(Working data Opens)

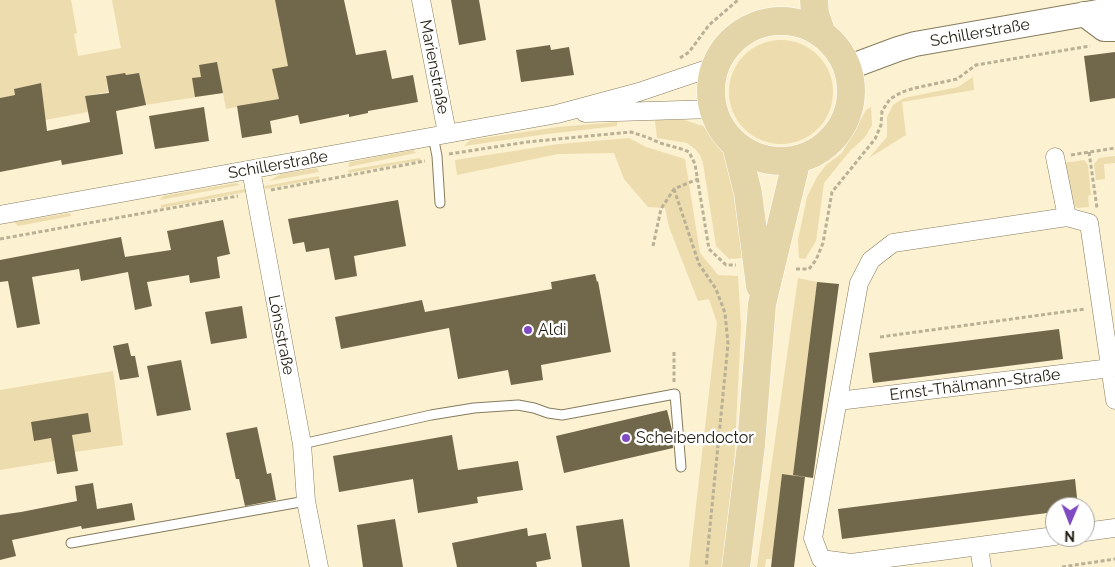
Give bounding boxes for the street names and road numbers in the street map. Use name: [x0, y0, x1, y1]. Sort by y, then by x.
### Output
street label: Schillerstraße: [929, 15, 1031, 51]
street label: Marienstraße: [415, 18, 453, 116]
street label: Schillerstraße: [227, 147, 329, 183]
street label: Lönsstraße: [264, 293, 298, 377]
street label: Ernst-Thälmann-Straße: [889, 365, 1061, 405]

(Working data Closes)

= Problem to work on =
Your copy should match the entries exactly, minus the pictures.

= Task output =
Give bounding boxes for the street names and road numbers in the street map. Use name: [x0, y0, x1, y1]. Sort by y, then by x.
### Output
street label: Schillerstraße: [929, 15, 1031, 51]
street label: Marienstraße: [415, 18, 453, 116]
street label: Schillerstraße: [227, 147, 329, 183]
street label: Lönsstraße: [264, 293, 298, 377]
street label: Ernst-Thälmann-Straße: [889, 365, 1061, 405]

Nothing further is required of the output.